The human brain operates as a network of interconnected modules specialized for tasks that become less specialized as people age—a breakdown associated with memory loss and other forms of cognitive decline. Much remains unknown about the chemical and cellular machinery underlying this age-related brain decline, as well as ways in which genes, lifestyle, environment or medicine might alter its trajectory.
Now, scientists have uncovered commonalities in large-scale functional brain network decline between mice and humans, through scanning the brains of mice throughout their lifespans.

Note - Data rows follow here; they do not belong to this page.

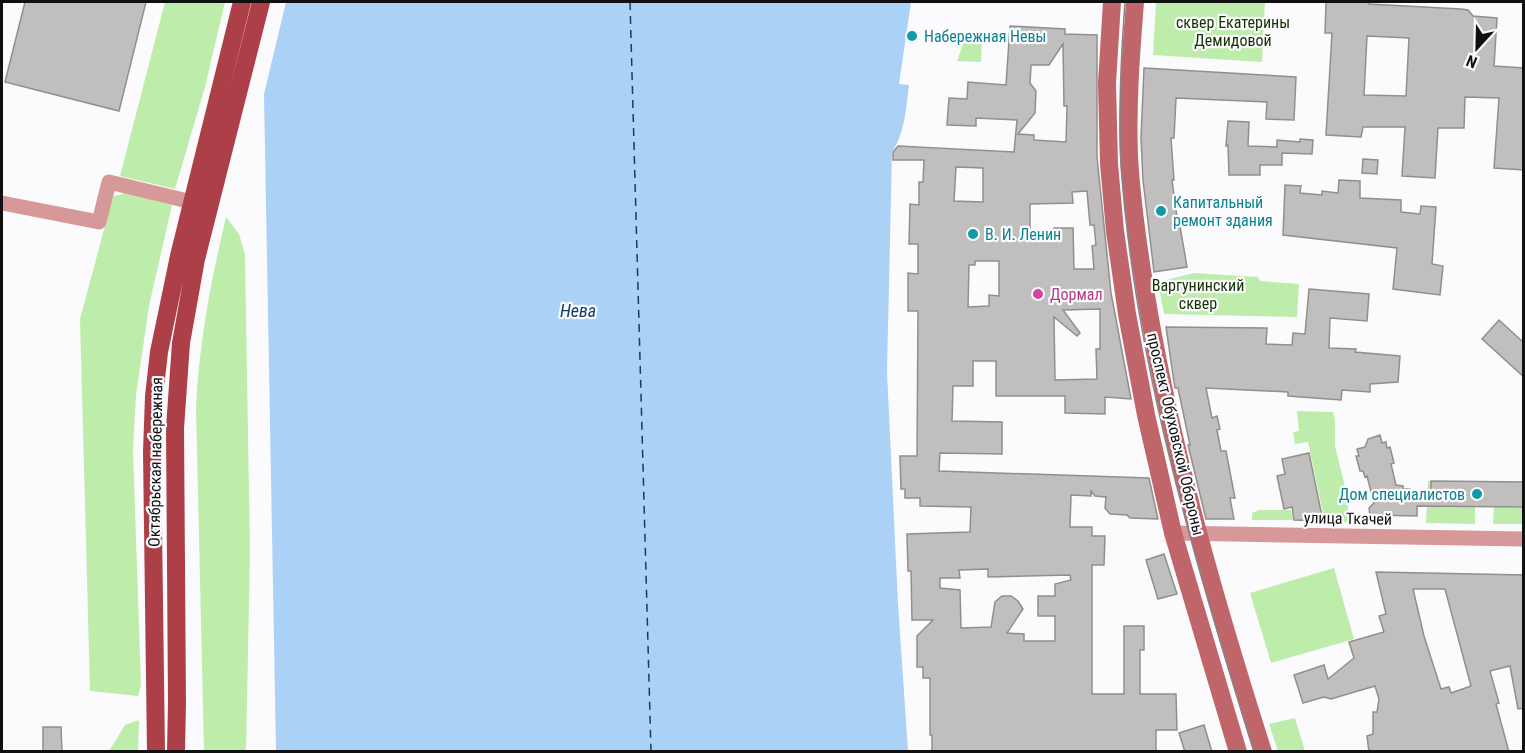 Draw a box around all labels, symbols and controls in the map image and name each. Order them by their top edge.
park label: сквер Екатерины Демидовой [1176,13,1290,50]
north arrow [1447,18,1507,78]
place label: Набережная Невы [924,27,1046,46]
marker: Набережная Невы [905,29,919,43]
text: N [1463,51,1480,72]
place label: Капитальный ремонт здания [1173,193,1273,230]
marker: Капитальный ремонт здания [1154,204,1168,218]
place label: В. И. Ленин [985,225,1061,244]
marker: В. И. Ленин [966,227,980,241]
park label: Варгунинский сквер [1152,276,1244,313]
place label: Дормал [1050,285,1103,304]
marker: Дормал [1031,287,1045,301]
water label: Нева [560,300,596,321]
street label: проспект Обуховской Обороны [1143,331,1208,537]
street label: Октябрьская набережная [145,377,166,547]
place label: Дом специалистов [1339,485,1465,504]
marker: Дом специалистов [1470,487,1484,501]
street label: улица Ткачей [1304,508,1392,529]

Researchers used functional magnetic resonance imaging (fMRI) to scan the brains of 82 mice at several intervals from ages three to 20 months, roughly corresponding to ages 18 to 70 years in humans.
The findings suggest that the brains of humans and mice age in similar ways, information that may one day help scientists understand the factors underlying brain changes during aging and pinpoint mechanisms in humans that confer vulnerability to age-related brain decline, diseases, and disorders.
“By looking at mice, we can see if, say, a change in diet in their youth has an effect on them in old age, and we don’t have to wait 80 years for results as we would with humans,” said Itamar Kahn, PhD, principal investigator at Columbia’s Zuckerman Institute who is also an associate professor of neuroscience at Columbia’s Vagelos College of Physicians and Surgeons.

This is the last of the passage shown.